Frederick Bastiat's "The Law": A review

The Law, first published as a pamphlet in June, 1850, as a response to socialism in France, is already more than a hundred years old. And because its truths are eternal, it will still be read when another century has passed.

Frederic Bastiat (1801-1850) was a French economist, statesman, and author. He did most of his writing during the years just before - and immediately following -- the Revolution of February 1848. This was the period when France was rapidly turning to complete socialism. As a Deputy to the Legislative Assembly, Mr. Bastiat was studying and explaining each socialist fallacy as it appeared. And he explained how socialism must inevitably degenerate into communism.

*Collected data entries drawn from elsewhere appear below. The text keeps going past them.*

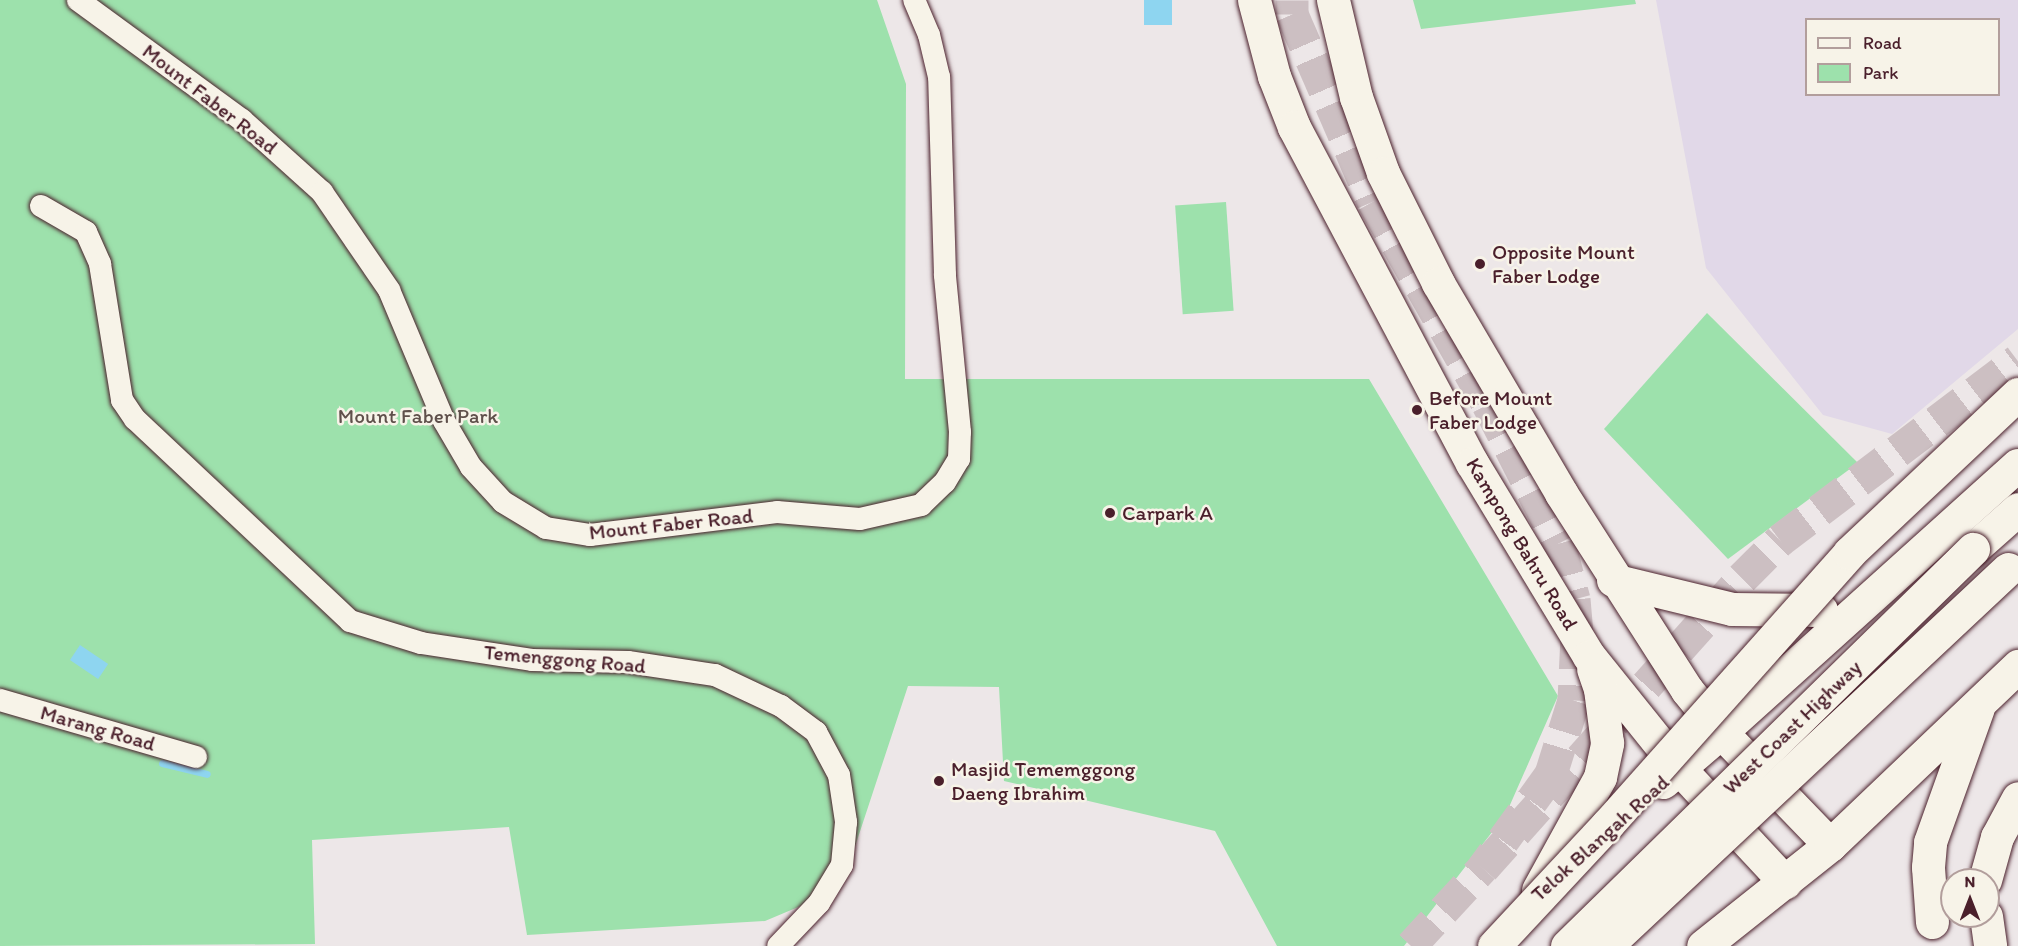 <!DOCTYPE html>
<html>
<head>
<meta charset="utf-8">
<style>
	body { margin:0 }
	#map { position:relative; width:2018px; height:946px; overflow:hidden; background:#ede7e8; font-family:Itim,sans-serif }
	div>[style] { position:absolute }
	.built>* { inset:0; background:#e1d8e8 }
	.green>* { inset:0; background:#9de1ac; transform-origin:0 0 }
	.water>* { inset:0; background:#8ed5f0; transform-origin:0 0 }
	.stream>* { height:7px; margin:-3.5px; padding:0 3.5px; transform-origin:3.5px; border-radius:3.5px; background:#8ed5f0 }
	.secondary-tunnel>* { height:32px; margin-top:-16px; transform-origin:0; background:repeating-linear-gradient(90deg,#ccbfc2 0 32px,transparent 0 48px) }
	.primary-tunnel>* { height:33px; margin-top:-16.5px; transform-origin:0; background:repeating-linear-gradient(90deg,#ccbfc2 0 33px,transparent 0 49px) }
	.trunk-tunnel>* { height:33px; margin-top:-16.5px; transform-origin:0; background:repeating-linear-gradient(90deg,#ccbfc2 0 33px,transparent 0 49px) }
	.roads { filter:drop-shadow(0 0 2px #4a1f2b) drop-shadow(0 0 2px #4a1f2b) }
	.minor>* { height:22px; margin:-11px; padding:0 11px; transform-origin:11px; border-radius:11px; background:#f7f3e8 }
	.primary>* { height:33px; margin:-16.5px; padding:0 16.5px; transform-origin:16.5px; border-radius:16.5px; background:#f7f3e8 }
	.trunk>* { height:33px; margin:-16.5px; padding:0 16.5px; transform-origin:16.5px; border-radius:16.5px; background:#f7f3e8 }
	.bridges { filter:drop-shadow(0 0 2px #4a1f2b) drop-shadow(0 0 2px #4a1f2b) }
	.trunk-bridge>* { height:33px; margin:-16.5px; padding:0 16.5px; transform-origin:16.5px; border-radius:16.5px; background:#f7f3e8 }
	.dots>* { width:16px; height:16px; translate:-50% -50%; box-sizing:border-box; border:3px solid #f7f3e8; border-radius:50% }
	span { translate:-50% -50%; white-space:nowrap; text-align:center; line-height:1.15; -webkit-text-stroke:5px #f7f3e8; paint-order:stroke }
	.street-label { font-size:21px; color:#4a1f2b }
	.poi-label { font-size:21px; color:#4a1f2b }
	.left { translate:0 -50%; text-align:left }
	.park-label { font-size:21px; color:#5f504b }
	.legend { position:absolute; left:1805px; top:18px; width:195px; height:78px; box-sizing:border-box; background:#f7f3e8; border:2px solid #b29e9c; margin:0; padding:8px 10px; list-style:none; font-size:18px; color:#4a1f2b }
	.legend li { display:flex; align-items:center; gap:12px; height:30px }
	.legend b { width:30px; border:2px solid #b29e9c }
	.north { position:absolute; left:1940px; top:868px; width:60px; height:60px; box-sizing:border-box; background:#f7f3e8; border:2px solid #b29e9c; border-radius:50%; rotate:0deg; font-size:16px; font-weight:700; line-height:24px; text-align:center; color:#4a1f2b }
	.north::after { content:''; display:block; margin:auto; width:21px; height:27px; background:#4a1f2b; clip-path:polygon(50% 0,100% 100%,50% 72%,0 100%) }
</style>
</head>
<body>
<div id="map">
	<div class="built">
		<div style="clip-path:polygon(evenodd,1656px 0,2018px 0,2018px 329px,1892px 434px,1823px 415px,1706px 268px,1656px 0,1806px 20px,1998px 20px,1998px 94px,1806px 94px,1806px 20px)"></div>
	</div>
	<div class="green">
		<div style="clip-path:polygon(0 0,877px 0,906px 84px,905px 379px,1369px 379px,1558px 696px,1506px 814px,1404px 946px,1277px 946px,1215px 831px,1004px 781px,999px 687px,908px 686px,841px 889px,765px 921px,527px 935px,509px 827px,312px 840px,315px 944px,0 946px)"></div>
		<div style="clip-path:polygon(1413px 0,1635px 0,1636px 4px,1421px 29px)"></div>
		<div style="left:1226px;top:202px;width:109px;height:51px;rotate:86deg"></div>
		<div style="clip-path:polygon(1707px 313px,1858px 463px,1728px 559px,1604px 429px)"></div>
	</div>
	<div class="water">
		<div style="left:1144px;top:0;width:28px;height:25px"></div>
		<div style="left:80px;top:645px;width:34px;height:18px;rotate:34deg"></div>
	</div>
	<div class="stream">
		<div style="left:162px;top:763px;width:46px;rotate:13.7deg"></div>
	</div>
	<div class="secondary-tunnel">
		<div style="left:1411px;top:946px;width:106px;rotate:-47.3deg"></div>
	</div>
	<div class="primary-tunnel">
		<div style="left:1292px;top:0;width:14px;rotate:90deg"></div>
		<div style="left:1292px;top:14px;width:204px;rotate:66.6deg"></div>
		<div style="left:1373px;top:201px;width:233px;rotate:60.5deg"></div>
		<div style="left:1488px;top:404px;width:156px;rotate:62.9deg"></div>
		<div style="left:1559px;top:543px;width:58px;rotate:75deg"></div>
		<div style="left:1574px;top:599px;width:37px;rotate:85deg"></div>
		<div style="left:1577px;top:636px;width:64px;rotate:92.7deg"></div>
		<div style="left:1574px;top:700px;width:77px;rotate:107.3deg"></div>
		<div style="left:1551px;top:774px;width:116px;rotate:125.9deg"></div>
	</div>
	<div class="trunk-tunnel">
		<div style="left:1483px;top:868px;width:389px;rotate:-48.2deg"></div>
		<div style="left:1742px;top:578px;width:54px;rotate:-45deg"></div>
		<div style="left:1780px;top:540px;width:298px;rotate:-37.1deg"></div>
	</div>
	<div class="roads">
		<div class="minor">
			<div style="left:78px;top:0;width:203px;rotate:36.2deg"></div>
			<div style="left:242px;top:120px;width:108px;rotate:42deg"></div>
			<div style="left:322px;top:192px;width:119px;rotate:55.6deg"></div>
			<div style="left:389px;top:290px;width:142px;rotate:67.2deg"></div>
			<div style="left:444px;top:421px;width:53px;rotate:59.6deg"></div>
			<div style="left:471px;top:467px;width:47px;rotate:47.6deg"></div>
			<div style="left:503px;top:502px;width:50px;rotate:31.2deg"></div>
			<div style="left:546px;top:528px;width:45px;rotate:9deg"></div>
			<div style="left:590px;top:535px;width:188px;rotate:-7deg"></div>
			<div style="left:777px;top:512px;width:83px;rotate:4.8deg"></div>
			<div style="left:860px;top:519px;width:63px;rotate:-12.9deg"></div>
			<div style="left:921px;top:505px;width:33px;rotate:-44deg"></div>
			<div style="left:945px;top:482px;width:27px;rotate:-59deg"></div>
			<div style="left:959px;top:459px;width:27px;rotate:-88deg"></div>
			<div style="left:960px;top:432px;width:158px;rotate:-95.5deg"></div>
			<div style="left:945px;top:275px;width:198px;rotate:-91.7deg"></div>
			<div style="left:939px;top:77px;width:43px;rotate:-103.4deg"></div>
			<div style="left:929px;top:35px;width:38px;rotate:-113deg"></div>
			<div style="left:41px;top:206px;width:52px;rotate:30deg"></div>
			<div style="left:86px;top:232px;width:35px;rotate:66deg"></div>
			<div style="left:100px;top:264px;width:138px;rotate:80.8deg"></div>
			<div style="left:122px;top:400px;width:23px;rotate:56deg"></div>
			<div style="left:135px;top:419px;width:295px;rotate:43.2deg"></div>
			<div style="left:350px;top:621px;width:74px;rotate:17.2deg"></div>
			<div style="left:421px;top:643px;width:112px;rotate:8.7deg"></div>
			<div style="left:532px;top:660px;width:96px;rotate:1.2deg"></div>
			<div style="left:628px;top:662px;width:88px;rotate:8.5deg"></div>
			<div style="left:715px;top:675px;width:73px;rotate:25.2deg"></div>
			<div style="left:781px;top:706px;width:44px;rotate:36.6deg"></div>
			<div style="left:816px;top:732px;width:49px;rotate:61.9deg"></div>
			<div style="left:839px;top:775px;width:48px;rotate:81.5deg"></div>
			<div style="left:846px;top:822px;width:43px;rotate:95.3deg"></div>
			<div style="left:842px;top:865px;width:44px;rotate:121.2deg"></div>
			<div style="left:819px;top:903px;width:59px;rotate:133.6deg"></div>
			<div style="left:0;top:700px;width:204px;rotate:16.2deg"></div>
		</div>
		<div class="primary">
			<div style="left:1254px;top:0;width:79px;rotate:75.3deg"></div>
			<div style="left:1274px;top:76px;width:55px;rotate:68.6deg"></div>
			<div style="left:1294px;top:127px;width:380px;rotate:62.1deg"></div>
			<div style="left:1472px;top:463px;width:226px;rotate:58.8deg"></div>
			<div style="left:1589px;top:656px;width:144px;rotate:51.2deg"></div>
			<div style="left:1679px;top:768px;width:156px;rotate:47.1deg"></div>
			<div style="left:1333px;top:0;width:100px;rotate:76.7deg"></div>
			<div style="left:1356px;top:97px;width:81px;rotate:70.4deg"></div>
			<div style="left:1383px;top:173px;width:123px;rotate:63.4deg"></div>
			<div style="left:1438px;top:283px;width:243px;rotate:59.6deg"></div>
			<div style="left:1561px;top:493px;width:234px;rotate:57.4deg"></div>
			<div style="left:1687px;top:690px;width:54px;rotate:51deg"></div>
			<div style="left:1721px;top:732px;width:157px;rotate:46deg"></div>
			<div style="left:1830px;top:845px;width:162px;rotate:141.5deg"></div>
			<div style="left:1663px;top:782px;width:77px;rotate:-40.8deg"></div>
			<div style="left:1538px;top:890px;width:129px;rotate:-61.2deg"></div>
			<div style="left:1600px;top:777px;width:35px;rotate:-78deg"></div>
			<div style="left:1607px;top:743px;width:54px;rotate:-97.4deg"></div>
			<div style="left:1600px;top:689px;width:21px;rotate:-109deg"></div>
		</div>
		<div class="trunk">
			<div style="left:1973px;top:549px;width:60px;rotate:-41.6deg"></div>
			<div style="left:1613px;top:580px;width:122px;rotate:13.7deg"></div>
			<div style="left:1732px;top:609px;width:89px;rotate:0.6deg"></div>
			<div style="left:1721px;top:732px;width:399px;rotate:-42deg"></div>
			<div style="left:1830px;top:845px;width:260px;rotate:-43.6deg"></div>
			<div style="left:1985px;top:880px;width:45px;rotate:-74.4deg"></div>
			<div style="left:1997px;top:837px;width:44px;rotate:-61.7deg"></div>
			<div style="left:1986px;top:916px;width:30px;rotate:82deg"></div>
			<div style="left:1932px;top:922px;width:55px;rotate:-94.2deg"></div>
			<div style="left:1928px;top:867px;width:25px;rotate:-85deg"></div>
			<div style="left:1930px;top:842px;width:142px;rotate:-70.3deg"></div>
		</div>
	</div>
	<div class="bridges">
		<div class="trunk-bridge">
			<div style="left:1494px;top:946px;width:166px;rotate:-47deg"></div>
			<div style="left:1607px;top:825px;width:364px;rotate:-48.3deg"></div>
			<div style="left:1849px;top:553px;width:232px;rotate:-43.3deg"></div>
			<div style="left:1567px;top:946px;width:568px;rotate:-44.36deg"></div>
			<div style="left:1606px;top:946px;width:551px;rotate:-43.16deg"></div>
		</div>
	</div>
	<div class="dots">
		<div style="left:1480px;top:264px;background:#4a1f2b"></div>
		<div style="left:1417px;top:410px;background:#4a1f2b"></div>
		<div style="left:1110px;top:513px;background:#4a1f2b"></div>
		<div style="left:939px;top:781px;background:#4a1f2b"></div>
	</div>
	<div class="street-label">
		<span style="left:210px;top:99px;rotate:38deg">Mount Faber Road</span>
		<span style="left:671px;top:524px;rotate:-6deg">Mount Faber Road</span>
		<span style="left:1522px;top:544px;rotate:59deg">Kampong Bahru Road</span>
		<span style="left:565px;top:659px;rotate:5deg">Temenggong Road</span>
		<span style="left:1792px;top:727px;rotate:-44deg">West Coast Highway</span>
		<span style="left:98px;top:728px;rotate:16deg">Marang Road</span>
		<span style="left:1600px;top:838px;rotate:-42deg">Telok Blangah Road</span>
	</div>
	<div class="poi-label">
		<span class="left" style="left:1492px;top:264px">Opposite Mount<br>Faber Lodge</span>
		<span class="left" style="left:1429px;top:410px">Before Mount<br>Faber Lodge</span>
		<span class="left" style="left:1122px;top:513px">Carpark A</span>
		<span class="left" style="left:951px;top:781px">Masjid Tememggong<br>Daeng Ibrahim</span>
	</div>
	<div class="park-label">
		<span style="left:418px;top:416px">Mount Faber Park</span>
	</div>
	<ul class="legend">
	<li><b style="height:8px;background:#f7f3e8"></b>Road</li>
	<li><b style="height:16px;background:#9de1ac"></b>Park</li>
	</ul>
	<div class="north">N</div>
</div>
</body>
</html>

In "The Law" ,Bastiat demonstrates a thorough and flawless understanding of both the bright and dark sides of human nature, of the essential role each has played in the growth and divergence of collectivist and (18th century) liberal ideologies, and most importantly, the resulting tendency for government, in all of its most common manifestations, to grow and for liberty to yield. The principles proffered herein are the very genesis of the body of thought most commonly attributed to such brilliant authors as Milton Friedman, F. A. Hayek, Adam Smith, and Thomas Paine. Bastiat was the consummate humanitarian, and a genius with no peer.

An excerpt from the book:

"But, unfortunately, law by no means confines itself to its proper functions. And when it has exceeded its proper functions, it has not done so merely in some inconsequential and debatable matters. The law has gone further than this; it has acted in direct opposition to its own purpose. The law has been used to destroy its own objective: It has been applied to annihilating the justice that it was supposed to maintain; to limiting and destroying rights which its real purpose was to respect. The law has placed the collective force at the disposal of the unscrupulous who wish, without risk, to exploit the person, liberty, and property of others. It has converted plunder into a right, in order to protect plunder. And it has converted lawful defense into a crime, in order to punish lawful defense."

Overall, a must read book for anyone who wants to understand the nature of the government and the value of liberty!